§ **Dataset records**
"""
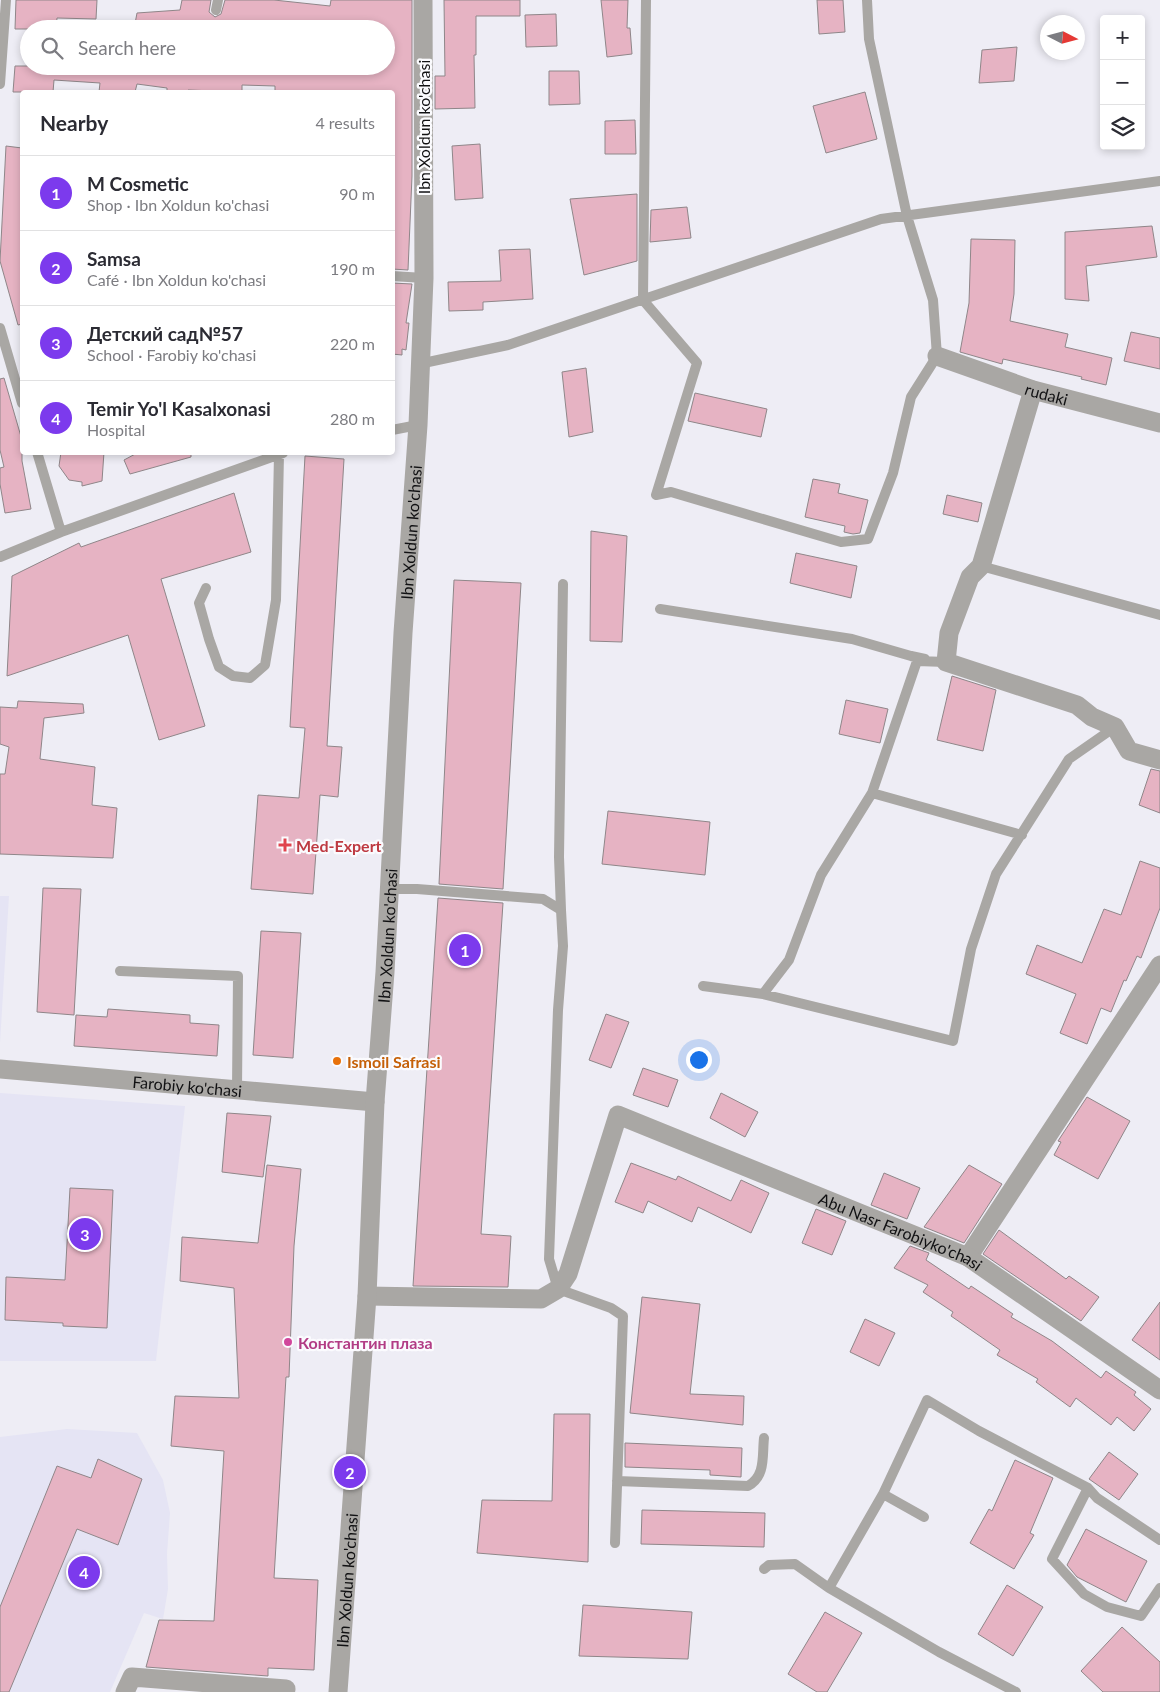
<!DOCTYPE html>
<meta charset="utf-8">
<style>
body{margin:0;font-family:Lato,sans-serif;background:#f7f7f7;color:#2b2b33}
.controls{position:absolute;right:15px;top:15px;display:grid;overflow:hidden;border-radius:5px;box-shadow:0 2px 8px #0003}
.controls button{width:45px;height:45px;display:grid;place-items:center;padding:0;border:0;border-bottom:1px solid #e1e1e2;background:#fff;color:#2b2b33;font:25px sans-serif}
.compass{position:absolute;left:1040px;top:15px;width:45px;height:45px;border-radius:50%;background:#fff;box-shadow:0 2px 8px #0003;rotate:96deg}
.you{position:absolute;left:698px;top:1059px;width:18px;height:18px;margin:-12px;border:4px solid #fff;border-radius:50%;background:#1a73e8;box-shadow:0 0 0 8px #1a73e833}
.badge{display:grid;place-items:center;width:32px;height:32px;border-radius:50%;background:#7c3aed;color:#fff;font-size:16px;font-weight:700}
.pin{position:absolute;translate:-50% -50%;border:2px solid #fff;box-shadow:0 1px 5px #0006}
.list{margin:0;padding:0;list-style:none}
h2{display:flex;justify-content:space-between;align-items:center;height:65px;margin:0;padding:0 20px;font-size:21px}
h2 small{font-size:16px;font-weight:400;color:#7c7c81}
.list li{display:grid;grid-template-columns:32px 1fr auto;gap:15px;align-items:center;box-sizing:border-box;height:75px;padding:0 20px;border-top:1px solid #e1e1e2}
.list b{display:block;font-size:19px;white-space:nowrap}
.list p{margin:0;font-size:16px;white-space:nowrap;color:#7c7c81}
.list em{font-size:16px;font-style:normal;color:#7c7c81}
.icon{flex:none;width:28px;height:28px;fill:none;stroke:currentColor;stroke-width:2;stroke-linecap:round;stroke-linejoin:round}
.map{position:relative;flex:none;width:1160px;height:1692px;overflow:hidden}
.search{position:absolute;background:#fff;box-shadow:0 2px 8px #0003;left:20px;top:20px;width:375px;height:55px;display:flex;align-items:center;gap:12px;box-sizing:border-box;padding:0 18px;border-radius:28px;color:#7c7c81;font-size:19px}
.panel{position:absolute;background:#fff;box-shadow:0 2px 8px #0003;left:20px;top:90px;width:375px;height:365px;border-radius:5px}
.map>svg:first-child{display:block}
.built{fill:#e5e4f4}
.building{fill:#e6b3c3;stroke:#8f8689}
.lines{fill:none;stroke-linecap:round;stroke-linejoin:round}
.lane{stroke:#a9a7a4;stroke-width:10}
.street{stroke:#a9a7a4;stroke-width:19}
.health-dot{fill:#e0444e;stroke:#fbfbfe;stroke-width:2}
.food-dot{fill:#e8710a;stroke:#fbfbfe;stroke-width:2}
.hotel-dot{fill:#d1479c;stroke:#fbfbfe;stroke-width:2}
.labels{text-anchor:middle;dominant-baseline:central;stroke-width:4.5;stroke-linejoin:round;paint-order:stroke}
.street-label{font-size:16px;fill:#111113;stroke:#fbfbfe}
.health-label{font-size:16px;font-weight:bold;fill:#be3a42;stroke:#fbfbfe;text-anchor:start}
.food-label{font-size:16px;font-weight:bold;fill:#c56008;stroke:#fbfbfe;text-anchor:start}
.hotel-label{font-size:16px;font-weight:bold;fill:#b23c85;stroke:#fbfbfe;text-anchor:start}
</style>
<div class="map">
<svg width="1160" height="1692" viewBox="0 0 1160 1692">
<rect width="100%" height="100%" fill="#eeedf5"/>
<path class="built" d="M 0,896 L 9,896 L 0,1043 Z
M 0,1093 L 185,1106 L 156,1361 L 0,1361 Z
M 67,1429 L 137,1433 L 163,1480 L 170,1513 L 167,1554 L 168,1589 L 163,1619 L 144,1613 L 110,1692 L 0,1692 L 0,1437 Z"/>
<path class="building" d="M 16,0 L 97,0 L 96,19 L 57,18 L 56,29 L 15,29 Z
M 182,0 L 211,0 L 209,12 L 215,17 L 221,14 L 225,0 L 274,0 L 330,6 L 331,0 L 412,0 L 412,176 L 408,270 L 392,269 L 392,92 L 275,92 L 275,86 L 242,85 L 242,92 L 188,90 L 188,92 L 167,92 L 167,88 L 137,84 L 135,92 L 99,92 L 100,83 L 54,80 L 53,92 L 13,92 L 15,66 L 235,66 L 287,70 L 287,71 L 327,73 L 327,66 L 386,66 L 386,29 L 134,29 L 137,13 L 180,10 Z
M 444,0 L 520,0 L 520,16 L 476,16 L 476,55 L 474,55 L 475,108 L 435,109 L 435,76 L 445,76 Z
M 601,0 L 628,0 L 627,28 L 630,28 L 632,54 L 607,57 Z
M 817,0 L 843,0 L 845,32 L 819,34 Z
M 556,14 L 557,46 L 526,47 L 525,15 Z
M 1017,47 L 1014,81 L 979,83 L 982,50 Z
M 549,71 L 579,71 L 580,104 L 549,105 Z
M 865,92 L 877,139 L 826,153 L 813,106 Z
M 635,120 L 636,154 L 605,154 L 605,121 Z
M 480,144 L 483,198 L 455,200 L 452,146 Z
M 6,146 L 22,148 L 22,324 L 18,325 L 0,261 Z
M 637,194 L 637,261 L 584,275 L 570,199 Z
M 687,207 L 691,238 L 650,242 L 651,210 Z
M 1152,226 L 1157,257 L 1086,266 L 1089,301 L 1065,299 L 1065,232 Z
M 971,239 L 1015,240 L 1014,294 L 1010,321 L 1068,334 L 1065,347 L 1112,358 L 1106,385 L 1081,379 L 1082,377 L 1003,359 L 1002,364 L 960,352 L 969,303 Z
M 530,249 L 533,299 L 483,302 L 483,310 L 449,311 L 448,282 L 501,281 L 499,250 Z
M 392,283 L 412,284 L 406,323 L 409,323 L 406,350 L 402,349 L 402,355 L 392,354 Z
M 1131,332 L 1160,338 L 1160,369 L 1124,361 Z
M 586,368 L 593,432 L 569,437 L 562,372 Z
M 4,378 L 22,440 L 22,461 L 31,509 L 5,513 L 0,484 L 0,468 L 4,467 L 0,450 L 0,379 Z
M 695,393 L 767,409 L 761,437 L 688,421 Z
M 61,452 L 104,452 L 102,481 L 82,486 L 82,482 L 69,480 L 59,466 Z
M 139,452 L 191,452 L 191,457 L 130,474 L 124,460 Z
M 305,456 L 344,459 L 327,746 L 342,747 L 338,797 L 320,795 L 313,894 L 251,889 L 258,795 L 299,798 L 305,728 L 290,727 Z
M 813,479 L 840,484 L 838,493 L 868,500 L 860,533 L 853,534 L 844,532 L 845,526 L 805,517 Z
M 234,493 L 251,552 L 161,579 L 205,726 L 159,740 L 128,635 L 7,676 L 12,576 L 79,543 L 81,547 Z
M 947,495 L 982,503 L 978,522 L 943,514 Z
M 591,531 L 627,536 L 622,642 L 590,641 Z
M 796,553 L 857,566 L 851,598 L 790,583 Z
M 454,580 L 521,583 L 503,889 L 439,884 Z
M 952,676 L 996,690 L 983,751 L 937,740 Z
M 846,700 L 888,709 L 880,743 L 839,734 Z
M 18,701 L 83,704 L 84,713 L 44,718 L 40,759 L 95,767 L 92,805 L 117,808 L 113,858 L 0,854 L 0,774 L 5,774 L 9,747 L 0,744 L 0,707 L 17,708 Z
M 1151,769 L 1160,771 L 1160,813 L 1139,805 Z
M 608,811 L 710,822 L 705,875 L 602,864 Z
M 1140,861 L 1160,868 L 1160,908 L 1141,958 L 1137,956 L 1126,981 L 1124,980 L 1111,1012 L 1101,1008 L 1087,1044 L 1060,1033 L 1076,994 L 1026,974 L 1037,945 L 1082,963 L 1104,909 L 1121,915 Z
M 43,888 L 81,889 L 74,1015 L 37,1012 Z
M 438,898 L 503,903 L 481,1234 L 511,1236 L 508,1287 L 413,1286 Z
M 261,931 L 301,933 L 293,1058 L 253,1055 Z
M 108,1009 L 190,1015 L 190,1023 L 219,1025 L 217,1056 L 74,1046 L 76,1015 L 107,1017 Z
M 606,1014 L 629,1022 L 611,1068 L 589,1060 Z
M 643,1068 L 678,1080 L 668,1107 L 633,1095 Z
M 721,1093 L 758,1112 L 745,1137 L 710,1118 Z
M 1087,1097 L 1130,1121 L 1098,1179 L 1054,1155 L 1061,1142 L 1058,1141 Z
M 227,1113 L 271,1116 L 263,1177 L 222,1172 Z
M 631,1163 L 676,1180 L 678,1176 L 731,1201 L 741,1180 L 769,1193 L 751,1233 L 698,1207 L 692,1222 L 648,1201 L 643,1213 L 615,1202 Z
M 267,1165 L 301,1169 L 294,1246 L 289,1377 L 286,1377 L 274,1578 L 318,1580 L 314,1670 L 268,1668 L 268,1676 L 146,1667 L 159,1620 L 214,1621 L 224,1451 L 171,1446 L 175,1396 L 239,1398 L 234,1288 L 180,1281 L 182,1237 L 258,1243 Z
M 969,1165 L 1002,1184 L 964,1243 L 924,1227 Z
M 884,1173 L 920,1188 L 907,1219 L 871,1205 Z
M 70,1188 L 113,1190 L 107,1328 L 63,1326 L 63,1323 L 5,1320 L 6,1277 L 65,1280 Z
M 816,1209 L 846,1221 L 832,1255 L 802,1243 Z
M 999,1230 L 1066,1279 L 1069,1276 L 1099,1297 L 1081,1321 L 983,1254 Z
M 910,1246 L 929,1253 L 926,1260 L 969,1289 L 971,1286 L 1013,1314 L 1011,1317 L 1052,1341 L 1101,1378 L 1106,1371 L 1136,1392 L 1134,1395 L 1151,1409 L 1134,1431 L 1117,1417 L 1111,1425 L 1076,1398 L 1070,1407 L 1036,1382 L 1038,1379 L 997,1355 L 1000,1350 L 951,1316 L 953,1312 L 923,1292 L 928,1285 L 894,1268 Z
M 642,1297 L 700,1304 L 690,1394 L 744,1396 L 743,1425 L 630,1413 Z
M 1160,1302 L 1160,1360 L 1132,1340 Z
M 865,1319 L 895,1333 L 879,1366 L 850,1352 Z
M 554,1414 L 590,1414 L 588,1562 L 477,1553 L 482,1500 L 552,1501 Z
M 625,1443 L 742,1448 L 741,1477 L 710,1475 L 710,1470 L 625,1467 Z
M 1109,1452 L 1138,1474 L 1119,1500 L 1089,1479 Z
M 98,1459 L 142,1479 L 118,1545 L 77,1529 L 9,1692 L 0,1692 L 0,1607 L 57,1466 L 91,1478 Z
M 1015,1460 L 1053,1478 L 1030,1533 L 1034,1535 L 1014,1569 L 970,1543 L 989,1509 L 992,1511 Z
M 642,1510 L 765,1513 L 764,1547 L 641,1544 Z
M 1086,1529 L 1147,1561 L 1126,1602 L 1077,1577 L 1067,1565 Z
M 1007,1585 L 1043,1607 L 1013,1656 L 978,1634 Z
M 583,1605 L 692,1612 L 688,1659 L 579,1656 Z
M 825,1612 L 862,1633 L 827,1692 L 817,1692 L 788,1674 Z
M 1122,1627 L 1160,1662 L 1160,1692 L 1103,1692 L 1081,1671 Z"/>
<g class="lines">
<path class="lane" d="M 646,0 L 643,300 L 697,363 L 656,495 L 671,492 L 841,542 L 868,539 L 893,473 L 911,397 L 937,356 L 933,300 L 907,216 L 869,39 L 867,0
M 216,10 L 218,0
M 0,84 L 6,0
M 392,276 L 424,278
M 0,328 L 22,403
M 419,364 L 508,345 L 881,219 L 1160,181
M 392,430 L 418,425
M 37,452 L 61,532
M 0,557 L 61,532 L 283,453
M 981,566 L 1160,615
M 206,588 L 199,603 L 209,639 L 219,667 L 233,676 L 250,678 L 265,665 L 276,600 L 279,454
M 660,609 L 852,639 L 911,656 L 925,659
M 946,662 L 917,661 L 872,793 L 1022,835
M 390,889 L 417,889 L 543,899 L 561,910 L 563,946 L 558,1010 L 549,1259 L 558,1289 L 611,1308 L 623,1316 L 615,1543
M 561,910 L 559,857 L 563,584
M 120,971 L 238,976 L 237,1090
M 703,986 L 763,994 L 789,960 L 821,875 L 872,793
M 763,994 L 953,1041 L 971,949 L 996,874 L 1069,759 L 1115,727
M 617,1481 L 748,1486 C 766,1476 762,1456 764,1438
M 1088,1488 L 1052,1559 L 1084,1594 L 1107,1607 L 1141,1616 L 1160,1588
M 883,1494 L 924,1517
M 764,1569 L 769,1565 L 795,1564 L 829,1588
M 1016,1692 L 939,1652 L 829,1588 L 883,1494 L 927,1400 L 979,1431 L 1088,1488 L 1097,1498 L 1160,1540"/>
<g class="street">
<path id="s1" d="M 937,356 L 1033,390 L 1160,423"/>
<path d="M 1033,390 L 981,566 L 970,577 L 949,633 L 946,662 L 1077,705 L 1092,717 L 1115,727 L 1129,751 L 1160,760"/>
<path id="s2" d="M 0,1069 L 375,1102"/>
<path d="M 968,1257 L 1160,965"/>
<path id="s3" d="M 367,1296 L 541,1299 L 558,1289 L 568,1274 L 618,1115 L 968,1257 L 1160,1390"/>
<path d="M 125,1692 L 132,1677 L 286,1689"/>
<path id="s4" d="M 338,1692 L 367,1296 L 375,1102 L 385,972 L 403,633 L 418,425 L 424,278 L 423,0"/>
</g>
</g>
<path class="health-dot" d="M282.5 837.5h5v5h5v5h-5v5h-5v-5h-5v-5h5z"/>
<circle class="food-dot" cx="337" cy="1061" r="5"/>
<circle class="hotel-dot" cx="288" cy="1342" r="5"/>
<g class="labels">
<g class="street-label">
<text transform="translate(423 127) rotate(-90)">Ibn Xoldun ko'chasi</text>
<text stroke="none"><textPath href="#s1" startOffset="116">rudaki</textPath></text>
<text stroke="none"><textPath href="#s4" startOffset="1162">Ibn Xoldun ko'chasi</textPath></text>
<text stroke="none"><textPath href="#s4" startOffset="758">Ibn Xoldun ko'chasi</textPath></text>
<text stroke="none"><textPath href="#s2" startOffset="188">Farobiy ko'chasi</textPath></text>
<text stroke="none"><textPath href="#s3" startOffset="684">Abu Nasr Farobiyko'chasi</textPath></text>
<text stroke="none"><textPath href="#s4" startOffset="112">Ibn Xoldun ko'chasi</textPath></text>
</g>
<g class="health-label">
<text x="296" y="845">Med-Expert</text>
</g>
<g class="food-label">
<text x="347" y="1061">Ismoil Safrasi</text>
</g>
<g class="hotel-label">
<text x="298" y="1342">Константин плаза</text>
</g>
</g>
</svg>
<div class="controls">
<button>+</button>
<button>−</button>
<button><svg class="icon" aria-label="layers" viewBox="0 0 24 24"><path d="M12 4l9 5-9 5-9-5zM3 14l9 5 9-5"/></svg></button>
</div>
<svg class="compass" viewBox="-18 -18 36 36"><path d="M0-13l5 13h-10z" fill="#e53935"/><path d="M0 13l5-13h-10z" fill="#7c7c81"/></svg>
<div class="you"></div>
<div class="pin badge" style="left:465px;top:950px">1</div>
<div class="pin badge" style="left:350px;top:1472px">2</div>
<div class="pin badge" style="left:85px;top:1234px">3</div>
<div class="pin badge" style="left:84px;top:1572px">4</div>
<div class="search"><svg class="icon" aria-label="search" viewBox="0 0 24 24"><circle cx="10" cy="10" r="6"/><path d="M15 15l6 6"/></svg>Search here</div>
<section class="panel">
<h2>Nearby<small>4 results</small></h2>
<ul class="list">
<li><span class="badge">1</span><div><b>M Cosmetic</b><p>Shop · Ibn Xoldun ko'chasi</p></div><em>90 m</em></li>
<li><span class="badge">2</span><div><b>Samsa</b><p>Café · Ibn Xoldun ko'chasi</p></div><em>190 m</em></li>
<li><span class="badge">3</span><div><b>Детский сад№57</b><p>School · Farobiy ko'chasi</p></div><em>220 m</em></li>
<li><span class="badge">4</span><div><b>Temir Yo'l Kasalxonasi</b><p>Hospital</p></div><em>280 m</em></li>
</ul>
</section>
</div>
"""
§ **Problem requirements**
Pull out each line of the entries that contains "lines".

§ **Result for this task**
.lines{fill:none;stroke-linecap:round;stroke-linejoin:round}
<g class="lines">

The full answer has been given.